### EXERCISE INPUTS
════════════════════
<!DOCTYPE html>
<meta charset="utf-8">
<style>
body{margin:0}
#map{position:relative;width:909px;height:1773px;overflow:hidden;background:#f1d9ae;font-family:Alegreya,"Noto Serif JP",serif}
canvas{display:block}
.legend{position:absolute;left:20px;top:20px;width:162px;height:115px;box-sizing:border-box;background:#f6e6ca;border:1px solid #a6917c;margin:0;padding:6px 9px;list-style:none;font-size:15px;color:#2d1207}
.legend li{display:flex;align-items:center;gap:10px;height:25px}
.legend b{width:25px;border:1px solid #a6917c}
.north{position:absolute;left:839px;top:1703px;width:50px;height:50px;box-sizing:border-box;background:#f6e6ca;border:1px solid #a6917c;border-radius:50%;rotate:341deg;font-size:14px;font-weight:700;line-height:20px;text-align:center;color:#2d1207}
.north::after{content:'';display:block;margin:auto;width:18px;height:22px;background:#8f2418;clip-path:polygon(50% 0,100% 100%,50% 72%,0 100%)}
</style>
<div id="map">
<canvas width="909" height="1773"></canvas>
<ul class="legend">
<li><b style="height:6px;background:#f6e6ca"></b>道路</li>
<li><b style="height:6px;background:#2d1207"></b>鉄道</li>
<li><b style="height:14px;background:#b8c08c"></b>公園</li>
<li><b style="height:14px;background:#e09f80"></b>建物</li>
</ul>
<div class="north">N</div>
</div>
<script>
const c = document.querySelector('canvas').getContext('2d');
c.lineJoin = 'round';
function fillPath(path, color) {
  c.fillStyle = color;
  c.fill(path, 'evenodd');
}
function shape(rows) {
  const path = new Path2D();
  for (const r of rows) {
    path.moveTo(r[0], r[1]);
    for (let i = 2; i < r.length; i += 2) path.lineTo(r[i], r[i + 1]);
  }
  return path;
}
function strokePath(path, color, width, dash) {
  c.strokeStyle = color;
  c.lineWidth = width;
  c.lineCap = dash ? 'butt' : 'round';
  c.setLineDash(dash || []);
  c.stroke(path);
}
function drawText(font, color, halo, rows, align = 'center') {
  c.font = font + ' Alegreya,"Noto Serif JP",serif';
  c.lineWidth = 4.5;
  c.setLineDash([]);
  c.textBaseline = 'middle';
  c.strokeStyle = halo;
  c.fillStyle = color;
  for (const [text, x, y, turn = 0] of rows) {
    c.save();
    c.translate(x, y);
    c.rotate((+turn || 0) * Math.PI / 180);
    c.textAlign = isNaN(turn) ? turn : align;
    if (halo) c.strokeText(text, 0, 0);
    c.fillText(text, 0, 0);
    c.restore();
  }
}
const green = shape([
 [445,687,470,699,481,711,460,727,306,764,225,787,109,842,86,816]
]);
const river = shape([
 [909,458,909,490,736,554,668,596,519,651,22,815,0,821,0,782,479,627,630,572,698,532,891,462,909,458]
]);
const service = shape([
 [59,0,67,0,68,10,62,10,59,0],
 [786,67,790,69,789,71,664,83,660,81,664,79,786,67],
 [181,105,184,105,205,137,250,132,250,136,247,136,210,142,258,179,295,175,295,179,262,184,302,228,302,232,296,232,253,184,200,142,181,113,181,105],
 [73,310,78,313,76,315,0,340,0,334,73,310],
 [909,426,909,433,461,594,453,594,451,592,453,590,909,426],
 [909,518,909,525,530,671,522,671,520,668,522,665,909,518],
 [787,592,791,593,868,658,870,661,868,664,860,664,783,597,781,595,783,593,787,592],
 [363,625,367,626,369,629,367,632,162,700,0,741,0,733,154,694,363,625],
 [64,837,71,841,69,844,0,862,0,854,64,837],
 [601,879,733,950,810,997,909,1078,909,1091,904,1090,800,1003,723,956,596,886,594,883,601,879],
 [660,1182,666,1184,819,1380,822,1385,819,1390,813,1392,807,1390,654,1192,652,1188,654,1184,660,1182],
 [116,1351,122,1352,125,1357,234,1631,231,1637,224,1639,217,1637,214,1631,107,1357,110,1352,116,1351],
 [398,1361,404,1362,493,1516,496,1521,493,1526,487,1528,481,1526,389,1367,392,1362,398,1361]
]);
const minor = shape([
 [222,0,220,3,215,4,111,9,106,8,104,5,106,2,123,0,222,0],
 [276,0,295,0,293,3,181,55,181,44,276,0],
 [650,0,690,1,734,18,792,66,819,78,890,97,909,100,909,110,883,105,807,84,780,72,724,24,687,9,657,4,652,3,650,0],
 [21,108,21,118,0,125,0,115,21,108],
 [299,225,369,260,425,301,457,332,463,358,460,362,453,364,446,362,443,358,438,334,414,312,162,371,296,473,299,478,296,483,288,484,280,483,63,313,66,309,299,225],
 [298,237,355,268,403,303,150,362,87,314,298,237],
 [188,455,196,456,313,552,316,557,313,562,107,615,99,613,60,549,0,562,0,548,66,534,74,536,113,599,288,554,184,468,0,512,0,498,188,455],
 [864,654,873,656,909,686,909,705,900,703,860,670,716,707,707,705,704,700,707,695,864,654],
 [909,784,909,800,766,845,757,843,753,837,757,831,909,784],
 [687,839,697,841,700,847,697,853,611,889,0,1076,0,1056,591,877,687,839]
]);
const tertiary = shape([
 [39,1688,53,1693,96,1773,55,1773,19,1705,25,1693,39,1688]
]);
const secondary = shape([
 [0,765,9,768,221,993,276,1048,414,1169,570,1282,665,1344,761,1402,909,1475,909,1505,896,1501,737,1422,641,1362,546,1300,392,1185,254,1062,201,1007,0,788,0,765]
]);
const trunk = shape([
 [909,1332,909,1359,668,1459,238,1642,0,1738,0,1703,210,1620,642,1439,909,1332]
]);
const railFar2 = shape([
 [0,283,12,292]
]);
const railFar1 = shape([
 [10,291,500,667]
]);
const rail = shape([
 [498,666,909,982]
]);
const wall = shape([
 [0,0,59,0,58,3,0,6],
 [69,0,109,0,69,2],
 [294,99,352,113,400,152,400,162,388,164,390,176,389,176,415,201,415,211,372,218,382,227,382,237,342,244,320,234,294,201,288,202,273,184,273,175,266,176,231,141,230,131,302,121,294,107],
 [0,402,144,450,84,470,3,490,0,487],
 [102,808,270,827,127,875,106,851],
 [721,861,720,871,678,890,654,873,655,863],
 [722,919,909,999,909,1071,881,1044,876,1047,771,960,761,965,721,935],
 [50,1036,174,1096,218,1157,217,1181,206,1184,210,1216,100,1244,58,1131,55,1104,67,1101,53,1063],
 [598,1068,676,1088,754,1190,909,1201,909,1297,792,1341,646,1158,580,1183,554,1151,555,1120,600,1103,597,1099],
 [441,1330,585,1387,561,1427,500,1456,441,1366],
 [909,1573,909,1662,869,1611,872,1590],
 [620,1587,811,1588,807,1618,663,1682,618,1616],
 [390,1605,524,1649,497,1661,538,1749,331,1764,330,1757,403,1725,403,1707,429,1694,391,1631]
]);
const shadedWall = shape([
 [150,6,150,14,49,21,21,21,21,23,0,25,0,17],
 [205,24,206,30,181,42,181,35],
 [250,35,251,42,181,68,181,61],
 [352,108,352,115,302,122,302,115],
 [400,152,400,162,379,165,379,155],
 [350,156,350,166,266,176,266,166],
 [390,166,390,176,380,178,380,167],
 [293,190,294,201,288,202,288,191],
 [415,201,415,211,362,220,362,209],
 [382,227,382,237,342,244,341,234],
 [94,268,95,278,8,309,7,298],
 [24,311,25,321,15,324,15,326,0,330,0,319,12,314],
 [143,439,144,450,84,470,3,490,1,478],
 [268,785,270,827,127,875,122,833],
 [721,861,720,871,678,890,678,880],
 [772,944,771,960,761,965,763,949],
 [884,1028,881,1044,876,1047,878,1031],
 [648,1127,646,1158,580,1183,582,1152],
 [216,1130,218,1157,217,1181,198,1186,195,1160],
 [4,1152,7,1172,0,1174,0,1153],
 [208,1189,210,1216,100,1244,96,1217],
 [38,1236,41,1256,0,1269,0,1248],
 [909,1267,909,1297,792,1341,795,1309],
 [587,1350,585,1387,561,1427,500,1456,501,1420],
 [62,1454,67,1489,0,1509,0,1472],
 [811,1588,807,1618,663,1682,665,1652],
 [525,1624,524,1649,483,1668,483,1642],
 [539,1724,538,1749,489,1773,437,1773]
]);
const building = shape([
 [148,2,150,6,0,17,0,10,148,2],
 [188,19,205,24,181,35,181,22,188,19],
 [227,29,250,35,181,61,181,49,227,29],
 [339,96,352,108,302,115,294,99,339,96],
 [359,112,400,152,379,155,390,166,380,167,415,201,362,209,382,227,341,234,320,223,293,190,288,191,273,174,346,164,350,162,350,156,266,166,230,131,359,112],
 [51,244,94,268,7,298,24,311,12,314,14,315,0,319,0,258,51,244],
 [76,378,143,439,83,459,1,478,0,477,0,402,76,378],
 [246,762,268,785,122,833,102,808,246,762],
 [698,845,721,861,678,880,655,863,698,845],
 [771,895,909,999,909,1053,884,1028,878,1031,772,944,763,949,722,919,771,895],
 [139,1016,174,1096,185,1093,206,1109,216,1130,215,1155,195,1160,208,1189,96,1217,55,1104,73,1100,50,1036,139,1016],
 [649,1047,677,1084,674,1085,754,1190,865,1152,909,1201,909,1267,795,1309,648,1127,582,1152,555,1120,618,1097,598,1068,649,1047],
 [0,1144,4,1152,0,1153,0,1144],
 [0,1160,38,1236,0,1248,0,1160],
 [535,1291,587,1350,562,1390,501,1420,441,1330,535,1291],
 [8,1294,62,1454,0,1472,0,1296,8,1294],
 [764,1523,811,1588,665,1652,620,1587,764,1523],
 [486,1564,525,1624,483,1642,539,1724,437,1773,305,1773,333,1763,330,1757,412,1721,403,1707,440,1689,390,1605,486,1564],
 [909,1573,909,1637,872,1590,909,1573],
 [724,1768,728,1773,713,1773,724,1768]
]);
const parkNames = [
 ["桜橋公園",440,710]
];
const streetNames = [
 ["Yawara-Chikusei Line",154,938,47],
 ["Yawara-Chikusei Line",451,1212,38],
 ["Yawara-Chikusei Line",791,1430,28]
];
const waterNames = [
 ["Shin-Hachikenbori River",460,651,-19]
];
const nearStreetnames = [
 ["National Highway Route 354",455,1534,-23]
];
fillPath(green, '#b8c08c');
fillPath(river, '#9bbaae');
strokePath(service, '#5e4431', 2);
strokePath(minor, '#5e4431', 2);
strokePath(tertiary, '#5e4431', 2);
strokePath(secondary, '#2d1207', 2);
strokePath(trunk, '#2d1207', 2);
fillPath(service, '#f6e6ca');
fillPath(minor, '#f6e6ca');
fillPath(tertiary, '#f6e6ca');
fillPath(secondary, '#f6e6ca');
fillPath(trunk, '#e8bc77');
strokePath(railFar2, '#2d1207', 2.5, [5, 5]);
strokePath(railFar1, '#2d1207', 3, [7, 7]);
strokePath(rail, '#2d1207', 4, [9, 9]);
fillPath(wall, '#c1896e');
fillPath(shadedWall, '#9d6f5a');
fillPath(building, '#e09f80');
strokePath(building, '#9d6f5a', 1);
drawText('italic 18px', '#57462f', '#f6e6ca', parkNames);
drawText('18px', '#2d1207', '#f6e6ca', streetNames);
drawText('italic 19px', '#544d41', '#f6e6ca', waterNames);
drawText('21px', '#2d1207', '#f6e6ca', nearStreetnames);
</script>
════════════════════
### EXERCISE AIM
The lines in the records above that include the word "canvas" must be copied out.

### RESPONSE
canvas{display:block}
<canvas width="909" height="1773"></canvas>
const c = document.querySelector('canvas').getContext('2d');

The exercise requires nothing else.